山旅の記録
(シニア百41)

    長者ヶ岳  −富士を間近に望む頂きへ
    日程:2012年11月29日 
      (掲載日:2025年11
月20日)


長者ヶ岳からの富士山

長者ヶ岳の山頂にて

天子ヶ岳への登山道

天子ヶ岳のつつじ伝説

天子ヶ岳の山頂にて

 *写真はクリックすると拡大します。 


 登山口の田貫湖に着いたのは9時半ころ、休暇村富士で地図をもらい、説明を受ける。長者ヶ岳・天子ヶ岳のピストンが無難だろうということになり、長者ヶ岳の登山口まで車で入った。
 登山口をあとにしたのは9時53分。ヒノキの植林帯を行く。木段道で手入れがいい。ジグザグに登り、東海自然歩道との合流点に着いたのは10時40分だった。
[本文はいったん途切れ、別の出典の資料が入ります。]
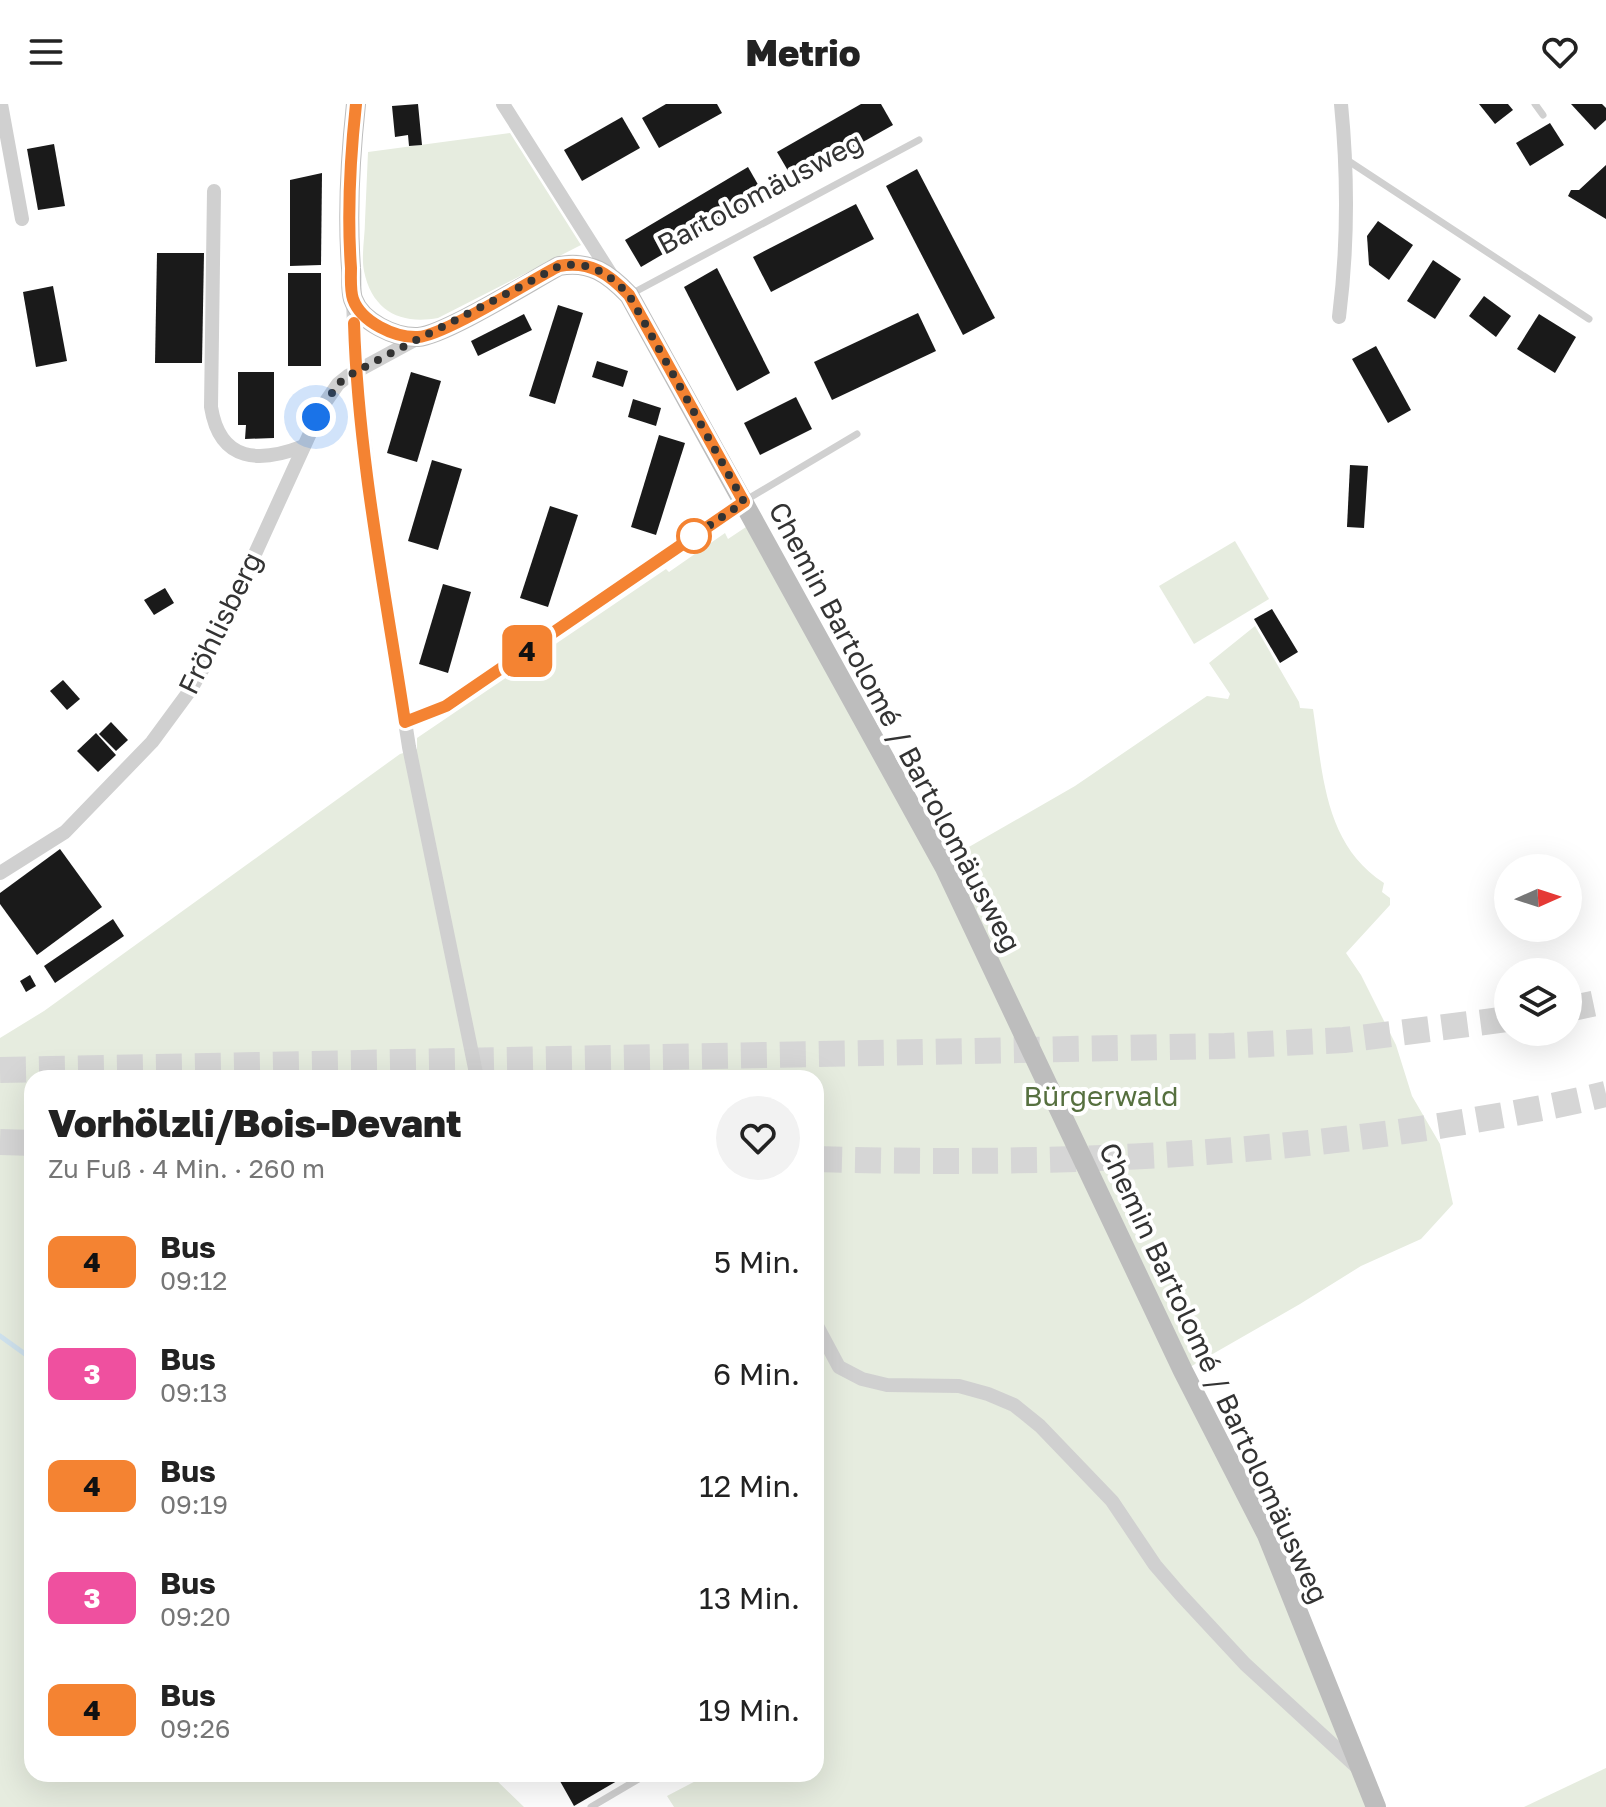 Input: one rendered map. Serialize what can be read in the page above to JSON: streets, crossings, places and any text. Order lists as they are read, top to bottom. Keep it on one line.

ベンチと案内板がある。田貫湖と雪白の富士山が眺められた。さらに登りが1時間ほど続いた。ヒノキがきれいに並び一本の直線になったところがある。まるで唐招提寺のエンタシスを思わせる風情でとても美しい。いくつかの偽ピークを越えて長者ヶ岳の山頂に立ったのは11時55分だった。三等三角点標石と案内板がある。
 富士山と田貫湖をオカズに昼食をとる。いざ出発というときになって山仲間が南アルプスを見つけた。北岳、間ノ岳、農鳥岳の白根三山に悪沢岳、赤石岳、手前に笊ヶ岳、後ろに白い峰を覗かせているのは光岳だろう、曾遊のジャイアンツが雪を身に纏いずらりと勢揃いしていたのだ。これは望外の喜びだった。
 巨石の転がる稜線を行く。落葉を踏んで歩く道は心地よい。鞍部の上佐野分岐(「天子湖へ」とあった)を過ぎて、ヒノキに変わりブナが現われると急登となる。岩を掴みながら頑張る。天子ヶ岳の山頂は遠かった。もう山頂かと思うのだが、登ってみるとさらに先があった。緩やかな高みを越えた先に標識がある。天子ヶ岳だった。あきらかに手前のコブの方が高い。これはどういうことだろう。あたりはスギに囲まれ展望は得られない。
 少し下ったところに柵で囲われた樹木があった。瓔珞ツツジだった。「天子ヶ岳瓔珞つつじ伝説」の看板もある。それによれば、「昔、この地に京都から嫁いできたお姫様が亡くなるときこの場所に一緒に埋めた瓔珞(宝石などをつらねた装身具)から芽吹いたことからヨウラクツツジといわれます。」とあった。松井氏は貧しい炭焼藤次郎が一所懸命働いて炭焼長者になり、嫁に迎えたお姫様の遺言に従い天子ヶ岳に亡骸と瓔珞を埋めた「炭焼藤次郎伝説」を『シニア百山』で紹介している。
 当初は来た道を戻るつもりだったが、ホームページの所要時間で登れたことに気をよくして周回することにした。下山タイムは2時間、間違っても日没になることはないと踏んだ。広場の左に展望地があり田貫湖が見えるが、その先は行けない。あちこち探して道形を見つけた。白いテープもあり、これだろうと見当をつけ下り始める。急な斜面をどんどん下る。休暇村富士でもらった地図に記載のある展望台に立つとパラグライダー離陸場が見えた。てっきり尾根を間違えたと思ったが、これまで左にとる分岐はなかった。もう降るしかない。ヒノキの深い樹林に入る。ヤマアジサイと思われる下生えがクリームイエローに黄葉し、斜光線に照らされて幻想的な美しさを見せていた。ヒノキの根を踏んで下る。下り切ったところに林道があった。さらに下ると白糸の滝に出るようだ。左にとれば天子の森キャンプ場(30分)と田貫湖キャンプ場(60分)に出るとある。道を間違えた訳ではなかった。ホッとした。左右にくねりながら緩やかなアップダウンの続く林道を急ぐと、天子の森オートキャンプ場の第3キャンプ場が現われた。さらに歩くと、15時42分、キャンプ場の管理棟に出た。やっと地図を取り出す元気が出る。ここまで来ると、「休暇村富士」は近い。登山口に戻ったのは16時14分だった。